**Work item:** Transcribe exactly the lines that fall between the one holding "I am building a map index. Serialize" and the one holding "Summarize the content", inclusive, from the entries below.

**Records to use:**
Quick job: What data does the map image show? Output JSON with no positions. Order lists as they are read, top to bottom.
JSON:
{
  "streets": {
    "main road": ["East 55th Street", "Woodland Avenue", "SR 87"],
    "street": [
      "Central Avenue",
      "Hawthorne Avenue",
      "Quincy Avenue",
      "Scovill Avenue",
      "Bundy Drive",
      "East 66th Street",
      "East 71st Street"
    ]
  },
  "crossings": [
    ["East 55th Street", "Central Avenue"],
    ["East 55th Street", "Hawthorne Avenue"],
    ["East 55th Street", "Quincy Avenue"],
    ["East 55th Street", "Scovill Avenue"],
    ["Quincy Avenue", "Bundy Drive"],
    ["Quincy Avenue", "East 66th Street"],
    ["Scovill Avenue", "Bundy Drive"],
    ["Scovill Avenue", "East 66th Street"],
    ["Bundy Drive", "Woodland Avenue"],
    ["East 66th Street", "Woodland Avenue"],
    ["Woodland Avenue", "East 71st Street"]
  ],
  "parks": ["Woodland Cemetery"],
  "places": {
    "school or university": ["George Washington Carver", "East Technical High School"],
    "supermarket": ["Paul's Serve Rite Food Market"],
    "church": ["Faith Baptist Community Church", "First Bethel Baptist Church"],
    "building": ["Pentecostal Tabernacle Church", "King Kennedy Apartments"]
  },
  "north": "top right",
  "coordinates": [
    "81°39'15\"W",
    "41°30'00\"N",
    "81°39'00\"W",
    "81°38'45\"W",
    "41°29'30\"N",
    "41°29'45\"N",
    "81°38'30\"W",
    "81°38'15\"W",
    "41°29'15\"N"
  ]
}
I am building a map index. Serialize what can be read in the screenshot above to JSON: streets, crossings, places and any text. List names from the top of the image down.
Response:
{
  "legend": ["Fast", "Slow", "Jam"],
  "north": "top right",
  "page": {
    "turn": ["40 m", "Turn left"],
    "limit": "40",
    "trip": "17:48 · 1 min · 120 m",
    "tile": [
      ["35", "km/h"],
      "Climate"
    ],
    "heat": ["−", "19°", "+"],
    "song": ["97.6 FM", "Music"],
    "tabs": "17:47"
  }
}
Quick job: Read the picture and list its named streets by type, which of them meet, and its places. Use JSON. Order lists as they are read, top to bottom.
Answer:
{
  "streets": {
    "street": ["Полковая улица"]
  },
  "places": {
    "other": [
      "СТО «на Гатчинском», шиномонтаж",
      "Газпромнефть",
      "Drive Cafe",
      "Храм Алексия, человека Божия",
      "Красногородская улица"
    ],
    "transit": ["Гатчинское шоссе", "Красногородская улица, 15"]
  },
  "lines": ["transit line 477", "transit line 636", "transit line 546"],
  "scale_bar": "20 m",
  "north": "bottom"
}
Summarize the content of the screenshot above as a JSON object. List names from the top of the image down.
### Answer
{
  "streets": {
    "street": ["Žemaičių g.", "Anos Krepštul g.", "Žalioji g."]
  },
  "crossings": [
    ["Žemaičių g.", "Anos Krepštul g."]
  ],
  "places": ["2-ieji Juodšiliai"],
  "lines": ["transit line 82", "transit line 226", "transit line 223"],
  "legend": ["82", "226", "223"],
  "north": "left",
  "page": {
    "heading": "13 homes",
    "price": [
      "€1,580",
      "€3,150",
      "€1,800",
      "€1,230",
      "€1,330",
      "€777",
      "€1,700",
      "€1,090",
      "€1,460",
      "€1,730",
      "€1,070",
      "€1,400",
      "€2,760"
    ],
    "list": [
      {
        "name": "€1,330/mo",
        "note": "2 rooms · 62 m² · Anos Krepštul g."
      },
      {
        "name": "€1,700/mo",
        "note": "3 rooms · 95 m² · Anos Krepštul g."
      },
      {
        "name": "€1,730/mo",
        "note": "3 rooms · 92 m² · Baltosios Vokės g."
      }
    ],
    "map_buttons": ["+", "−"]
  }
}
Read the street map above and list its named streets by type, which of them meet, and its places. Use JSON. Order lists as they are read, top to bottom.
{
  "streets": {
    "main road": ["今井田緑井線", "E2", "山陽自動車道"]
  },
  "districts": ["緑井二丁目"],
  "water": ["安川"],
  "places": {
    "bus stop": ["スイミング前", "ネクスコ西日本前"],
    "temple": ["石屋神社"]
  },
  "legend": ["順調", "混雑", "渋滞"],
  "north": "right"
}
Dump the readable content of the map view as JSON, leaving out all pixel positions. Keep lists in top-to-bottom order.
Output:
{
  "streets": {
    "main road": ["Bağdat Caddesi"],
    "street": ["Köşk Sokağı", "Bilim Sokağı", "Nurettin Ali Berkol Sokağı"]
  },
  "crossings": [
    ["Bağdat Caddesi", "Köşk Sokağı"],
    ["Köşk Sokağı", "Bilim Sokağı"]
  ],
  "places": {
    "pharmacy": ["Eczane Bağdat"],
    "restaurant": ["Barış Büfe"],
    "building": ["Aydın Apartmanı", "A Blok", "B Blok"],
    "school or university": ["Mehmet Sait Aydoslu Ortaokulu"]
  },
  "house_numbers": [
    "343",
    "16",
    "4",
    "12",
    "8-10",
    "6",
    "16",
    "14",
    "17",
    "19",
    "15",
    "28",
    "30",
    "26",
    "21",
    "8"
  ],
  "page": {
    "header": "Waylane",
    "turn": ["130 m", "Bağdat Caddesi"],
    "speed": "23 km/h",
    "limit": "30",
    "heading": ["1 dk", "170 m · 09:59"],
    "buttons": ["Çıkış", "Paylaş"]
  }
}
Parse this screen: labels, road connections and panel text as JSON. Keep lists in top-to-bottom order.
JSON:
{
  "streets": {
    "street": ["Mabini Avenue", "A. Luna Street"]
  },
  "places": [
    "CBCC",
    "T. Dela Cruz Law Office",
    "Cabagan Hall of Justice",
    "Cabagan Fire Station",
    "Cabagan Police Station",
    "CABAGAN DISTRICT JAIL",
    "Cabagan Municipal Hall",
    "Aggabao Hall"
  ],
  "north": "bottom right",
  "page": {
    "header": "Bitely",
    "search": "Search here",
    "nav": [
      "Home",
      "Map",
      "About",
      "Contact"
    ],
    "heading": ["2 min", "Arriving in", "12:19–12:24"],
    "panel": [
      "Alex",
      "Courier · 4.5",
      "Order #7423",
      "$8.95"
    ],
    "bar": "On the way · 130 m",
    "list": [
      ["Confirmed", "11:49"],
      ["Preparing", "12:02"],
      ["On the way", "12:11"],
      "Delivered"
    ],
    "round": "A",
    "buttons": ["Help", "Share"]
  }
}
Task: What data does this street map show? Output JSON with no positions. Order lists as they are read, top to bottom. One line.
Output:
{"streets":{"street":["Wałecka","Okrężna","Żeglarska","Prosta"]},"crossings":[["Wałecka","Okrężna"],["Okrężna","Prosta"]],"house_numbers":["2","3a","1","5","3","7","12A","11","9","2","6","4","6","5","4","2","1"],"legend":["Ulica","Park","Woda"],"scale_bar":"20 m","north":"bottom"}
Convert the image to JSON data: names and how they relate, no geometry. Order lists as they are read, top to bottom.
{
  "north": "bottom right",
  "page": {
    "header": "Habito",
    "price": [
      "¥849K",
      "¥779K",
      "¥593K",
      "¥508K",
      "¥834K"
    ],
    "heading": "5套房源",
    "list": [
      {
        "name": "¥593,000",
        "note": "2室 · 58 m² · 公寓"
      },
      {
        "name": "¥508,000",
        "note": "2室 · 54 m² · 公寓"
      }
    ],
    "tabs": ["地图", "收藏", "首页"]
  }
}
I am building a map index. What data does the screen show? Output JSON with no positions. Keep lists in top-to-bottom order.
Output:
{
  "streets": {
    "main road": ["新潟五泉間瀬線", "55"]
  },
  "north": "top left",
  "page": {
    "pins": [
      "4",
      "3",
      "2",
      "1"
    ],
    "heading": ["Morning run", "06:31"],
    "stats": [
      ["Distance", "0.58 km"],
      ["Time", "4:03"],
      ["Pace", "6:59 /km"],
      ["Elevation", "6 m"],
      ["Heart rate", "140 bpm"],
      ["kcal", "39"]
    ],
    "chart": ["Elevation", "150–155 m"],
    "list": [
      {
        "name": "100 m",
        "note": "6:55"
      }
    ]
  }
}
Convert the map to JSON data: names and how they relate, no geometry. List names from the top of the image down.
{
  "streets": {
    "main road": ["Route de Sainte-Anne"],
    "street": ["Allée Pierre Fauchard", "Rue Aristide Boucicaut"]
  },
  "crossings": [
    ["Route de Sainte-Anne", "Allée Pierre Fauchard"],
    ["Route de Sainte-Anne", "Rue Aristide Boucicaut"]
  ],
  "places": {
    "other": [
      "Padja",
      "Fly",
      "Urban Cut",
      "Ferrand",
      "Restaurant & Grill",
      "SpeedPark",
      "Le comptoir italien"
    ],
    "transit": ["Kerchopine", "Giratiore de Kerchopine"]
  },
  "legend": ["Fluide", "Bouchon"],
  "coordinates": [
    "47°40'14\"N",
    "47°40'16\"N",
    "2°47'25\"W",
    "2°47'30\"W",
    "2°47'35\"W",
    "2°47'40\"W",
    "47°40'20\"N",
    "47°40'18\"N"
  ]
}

**Solution to the exercise:**
I am building a map index. Serialize what can be read in the screenshot above to JSON: streets, crossings, places and any text. List names from the top of the image down.
Response:
{
  "legend": ["Fast", "Slow", "Jam"],
  "north": "top right",
  "page": {
    "turn": ["40 m", "Turn left"],
    "limit": "40",
    "trip": "17:48 · 1 min · 120 m",
    "tile": [
      ["35", "km/h"],
      "Climate"
    ],
    "heat": ["−", "19°", "+"],
    "song": ["97.6 FM", "Music"],
    "tabs": "17:47"
  }
}
Quick job: Read the picture and list its named streets by type, which of them meet, and its places. Use JSON. Order lists as they are read, top to bottom.
Answer:
{
  "streets": {
    "street": ["Полковая улица"]
  },
  "places": {
    "other": [
      "СТО «на Гатчинском», шиномонтаж",
      "Газпромнефть",
      "Drive Cafe",
      "Храм Алексия, человека Божия",
      "Красногородская улица"
    ],
    "transit": ["Гатчинское шоссе", "Красногородская улица, 15"]
  },
  "lines": ["transit line 477", "transit line 636", "transit line 546"],
  "scale_bar": "20 m",
  "north": "bottom"
}
Summarize the content of the screenshot above as a JSON object. List names from the top of the image down.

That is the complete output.